Carrying of food to the spectator stands is allowed. It is highly recommended that you avoid using glasses and glass bottles. Carry ear defenders and ear plugs as it can get very loud especially if this is your first Grand Prix event you have ever attended. If you have a Sunday ticket, you may be allowed admittance into the pits on a Friday. This, however, is subject to confirmation. You can double check with your online ticketing site or vendors at the booths. While Monaco enjoys fair weather between April and August, it would help to keep an eye on the weather.

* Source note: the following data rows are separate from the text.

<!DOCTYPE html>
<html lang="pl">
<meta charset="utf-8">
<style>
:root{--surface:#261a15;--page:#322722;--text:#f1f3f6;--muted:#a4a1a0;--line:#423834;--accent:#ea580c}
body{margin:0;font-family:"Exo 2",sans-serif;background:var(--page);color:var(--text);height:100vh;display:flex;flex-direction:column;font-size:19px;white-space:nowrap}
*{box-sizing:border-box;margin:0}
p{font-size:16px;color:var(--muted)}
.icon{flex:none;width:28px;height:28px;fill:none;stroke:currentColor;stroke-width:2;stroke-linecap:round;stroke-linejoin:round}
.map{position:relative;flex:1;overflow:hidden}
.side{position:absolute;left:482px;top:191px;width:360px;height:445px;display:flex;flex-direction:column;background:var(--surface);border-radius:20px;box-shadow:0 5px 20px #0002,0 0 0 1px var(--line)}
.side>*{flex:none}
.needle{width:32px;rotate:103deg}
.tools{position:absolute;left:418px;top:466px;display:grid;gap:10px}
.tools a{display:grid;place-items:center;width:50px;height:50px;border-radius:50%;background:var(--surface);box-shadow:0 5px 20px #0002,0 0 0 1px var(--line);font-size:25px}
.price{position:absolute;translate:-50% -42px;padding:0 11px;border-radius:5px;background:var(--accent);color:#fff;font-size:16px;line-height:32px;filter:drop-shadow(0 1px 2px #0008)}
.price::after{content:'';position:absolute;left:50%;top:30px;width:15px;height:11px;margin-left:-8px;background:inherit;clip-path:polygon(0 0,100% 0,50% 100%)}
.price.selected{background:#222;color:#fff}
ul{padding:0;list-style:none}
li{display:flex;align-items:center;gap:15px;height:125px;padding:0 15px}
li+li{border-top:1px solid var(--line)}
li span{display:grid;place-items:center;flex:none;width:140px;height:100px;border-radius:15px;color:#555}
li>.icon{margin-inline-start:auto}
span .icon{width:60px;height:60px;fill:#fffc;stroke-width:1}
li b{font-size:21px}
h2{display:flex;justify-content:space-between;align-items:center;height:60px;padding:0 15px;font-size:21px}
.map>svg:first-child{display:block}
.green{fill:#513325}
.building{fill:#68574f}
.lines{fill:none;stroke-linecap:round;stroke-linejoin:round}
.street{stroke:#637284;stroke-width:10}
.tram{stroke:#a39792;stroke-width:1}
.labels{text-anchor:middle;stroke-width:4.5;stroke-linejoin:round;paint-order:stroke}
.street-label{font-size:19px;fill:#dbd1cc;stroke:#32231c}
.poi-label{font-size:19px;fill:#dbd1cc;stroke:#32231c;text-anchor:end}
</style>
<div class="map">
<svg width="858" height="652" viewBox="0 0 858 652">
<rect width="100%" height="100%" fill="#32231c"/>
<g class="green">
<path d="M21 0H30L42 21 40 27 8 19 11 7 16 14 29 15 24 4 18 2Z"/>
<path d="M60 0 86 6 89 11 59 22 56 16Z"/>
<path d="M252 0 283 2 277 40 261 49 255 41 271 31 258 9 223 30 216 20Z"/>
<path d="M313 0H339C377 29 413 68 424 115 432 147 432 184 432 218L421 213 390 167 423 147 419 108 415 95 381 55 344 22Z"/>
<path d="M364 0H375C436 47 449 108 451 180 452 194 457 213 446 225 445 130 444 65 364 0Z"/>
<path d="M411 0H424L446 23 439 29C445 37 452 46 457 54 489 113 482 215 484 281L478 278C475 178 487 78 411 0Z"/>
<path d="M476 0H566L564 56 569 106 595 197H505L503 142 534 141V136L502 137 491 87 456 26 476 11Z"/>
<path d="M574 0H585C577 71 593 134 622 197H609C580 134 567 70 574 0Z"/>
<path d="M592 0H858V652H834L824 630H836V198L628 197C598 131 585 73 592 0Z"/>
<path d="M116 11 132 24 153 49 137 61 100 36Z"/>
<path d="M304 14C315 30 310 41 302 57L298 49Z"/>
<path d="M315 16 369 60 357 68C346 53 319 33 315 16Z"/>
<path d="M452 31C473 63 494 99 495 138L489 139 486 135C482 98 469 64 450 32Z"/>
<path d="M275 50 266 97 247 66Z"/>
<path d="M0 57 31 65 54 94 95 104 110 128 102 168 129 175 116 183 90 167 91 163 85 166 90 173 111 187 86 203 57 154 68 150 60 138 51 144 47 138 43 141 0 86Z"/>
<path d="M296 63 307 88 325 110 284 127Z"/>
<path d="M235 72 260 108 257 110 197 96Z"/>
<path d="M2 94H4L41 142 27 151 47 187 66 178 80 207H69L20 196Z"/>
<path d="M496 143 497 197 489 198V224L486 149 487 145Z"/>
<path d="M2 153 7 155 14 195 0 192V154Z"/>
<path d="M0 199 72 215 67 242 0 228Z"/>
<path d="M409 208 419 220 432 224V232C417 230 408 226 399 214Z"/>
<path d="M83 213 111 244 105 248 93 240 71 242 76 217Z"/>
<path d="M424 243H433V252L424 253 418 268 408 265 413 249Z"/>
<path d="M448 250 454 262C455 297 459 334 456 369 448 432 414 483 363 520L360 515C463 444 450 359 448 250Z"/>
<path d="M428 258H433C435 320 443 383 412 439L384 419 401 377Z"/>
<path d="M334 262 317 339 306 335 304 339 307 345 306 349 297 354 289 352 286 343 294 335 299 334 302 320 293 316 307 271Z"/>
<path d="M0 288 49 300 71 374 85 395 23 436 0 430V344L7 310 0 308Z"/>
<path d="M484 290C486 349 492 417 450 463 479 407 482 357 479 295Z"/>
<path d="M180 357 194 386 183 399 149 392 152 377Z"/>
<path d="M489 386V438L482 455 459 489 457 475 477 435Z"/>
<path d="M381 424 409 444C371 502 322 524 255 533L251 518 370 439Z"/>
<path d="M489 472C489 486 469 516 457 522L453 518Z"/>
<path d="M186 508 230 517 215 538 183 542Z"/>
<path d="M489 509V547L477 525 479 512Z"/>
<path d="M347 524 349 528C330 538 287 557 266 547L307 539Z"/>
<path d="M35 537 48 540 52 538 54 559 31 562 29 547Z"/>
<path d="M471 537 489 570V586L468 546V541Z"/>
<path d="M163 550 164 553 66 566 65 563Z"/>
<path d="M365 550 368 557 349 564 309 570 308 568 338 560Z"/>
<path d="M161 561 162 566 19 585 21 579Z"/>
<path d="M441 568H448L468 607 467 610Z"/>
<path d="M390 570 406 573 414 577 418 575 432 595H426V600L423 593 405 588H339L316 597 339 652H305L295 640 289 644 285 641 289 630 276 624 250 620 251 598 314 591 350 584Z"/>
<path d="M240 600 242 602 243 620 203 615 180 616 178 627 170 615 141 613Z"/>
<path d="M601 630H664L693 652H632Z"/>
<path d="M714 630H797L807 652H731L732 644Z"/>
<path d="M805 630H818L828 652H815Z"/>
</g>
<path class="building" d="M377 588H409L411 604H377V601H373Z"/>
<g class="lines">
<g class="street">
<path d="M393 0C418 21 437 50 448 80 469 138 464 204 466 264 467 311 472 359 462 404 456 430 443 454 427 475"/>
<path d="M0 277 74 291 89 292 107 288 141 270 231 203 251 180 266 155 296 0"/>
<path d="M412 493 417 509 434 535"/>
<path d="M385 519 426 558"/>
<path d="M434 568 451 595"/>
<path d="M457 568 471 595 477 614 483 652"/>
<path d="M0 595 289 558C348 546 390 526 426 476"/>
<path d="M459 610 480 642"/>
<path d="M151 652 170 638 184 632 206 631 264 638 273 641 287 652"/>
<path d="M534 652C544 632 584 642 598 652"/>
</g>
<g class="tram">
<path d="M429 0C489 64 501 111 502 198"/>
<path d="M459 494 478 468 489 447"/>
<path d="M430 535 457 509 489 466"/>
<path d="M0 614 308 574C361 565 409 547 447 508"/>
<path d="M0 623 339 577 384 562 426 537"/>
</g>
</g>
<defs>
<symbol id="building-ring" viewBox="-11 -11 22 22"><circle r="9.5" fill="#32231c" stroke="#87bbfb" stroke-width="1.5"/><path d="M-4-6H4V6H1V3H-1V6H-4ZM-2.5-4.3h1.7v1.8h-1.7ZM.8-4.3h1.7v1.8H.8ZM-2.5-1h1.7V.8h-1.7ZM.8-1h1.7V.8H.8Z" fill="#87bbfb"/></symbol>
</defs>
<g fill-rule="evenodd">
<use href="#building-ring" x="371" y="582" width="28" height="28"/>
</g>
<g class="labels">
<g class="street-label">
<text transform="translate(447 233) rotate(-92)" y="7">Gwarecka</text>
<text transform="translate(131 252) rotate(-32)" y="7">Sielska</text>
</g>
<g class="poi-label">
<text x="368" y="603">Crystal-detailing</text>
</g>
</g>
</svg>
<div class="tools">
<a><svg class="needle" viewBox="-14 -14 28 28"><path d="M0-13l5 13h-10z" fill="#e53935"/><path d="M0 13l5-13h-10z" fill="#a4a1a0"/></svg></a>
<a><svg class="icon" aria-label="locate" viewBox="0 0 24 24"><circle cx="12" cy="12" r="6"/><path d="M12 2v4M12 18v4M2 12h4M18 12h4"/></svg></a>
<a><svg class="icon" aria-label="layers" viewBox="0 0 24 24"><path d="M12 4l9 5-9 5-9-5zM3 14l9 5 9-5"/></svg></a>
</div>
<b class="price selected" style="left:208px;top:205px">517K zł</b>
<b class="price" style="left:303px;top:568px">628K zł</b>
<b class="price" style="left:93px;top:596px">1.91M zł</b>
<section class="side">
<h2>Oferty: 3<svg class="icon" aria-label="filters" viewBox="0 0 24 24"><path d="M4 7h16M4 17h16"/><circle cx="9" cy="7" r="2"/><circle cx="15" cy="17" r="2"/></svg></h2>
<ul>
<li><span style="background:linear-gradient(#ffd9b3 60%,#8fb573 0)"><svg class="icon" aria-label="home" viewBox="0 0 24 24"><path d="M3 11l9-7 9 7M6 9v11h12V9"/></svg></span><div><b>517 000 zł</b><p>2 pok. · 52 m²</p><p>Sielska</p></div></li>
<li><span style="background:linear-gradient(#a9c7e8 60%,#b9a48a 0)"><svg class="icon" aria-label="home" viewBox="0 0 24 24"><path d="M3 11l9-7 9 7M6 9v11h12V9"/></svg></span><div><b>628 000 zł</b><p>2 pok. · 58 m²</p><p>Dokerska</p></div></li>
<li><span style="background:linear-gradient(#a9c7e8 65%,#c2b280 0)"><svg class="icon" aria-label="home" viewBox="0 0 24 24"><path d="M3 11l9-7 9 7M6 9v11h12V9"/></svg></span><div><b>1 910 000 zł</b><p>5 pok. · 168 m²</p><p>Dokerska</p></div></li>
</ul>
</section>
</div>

If the predictions are that it will be hot, carry a hat and sun cream. In case there are signs it might rain, a poncho (wrap coat) would be most appropriate. For additional comfort at the spectator stands, carry a seat cushion. Visitors can also rent miniature TVs. With one of this, you can follow the race by listening to commentaries, enjoy replays and view statistics. When the streets reopen, take the chance and walk the circuit. Dance the night away with music from one of the numerous DJs. There are tables where you can sit and enjoy dinner or have some drinks. Your trip to the Monaco Grand Prix 2015 will surely count.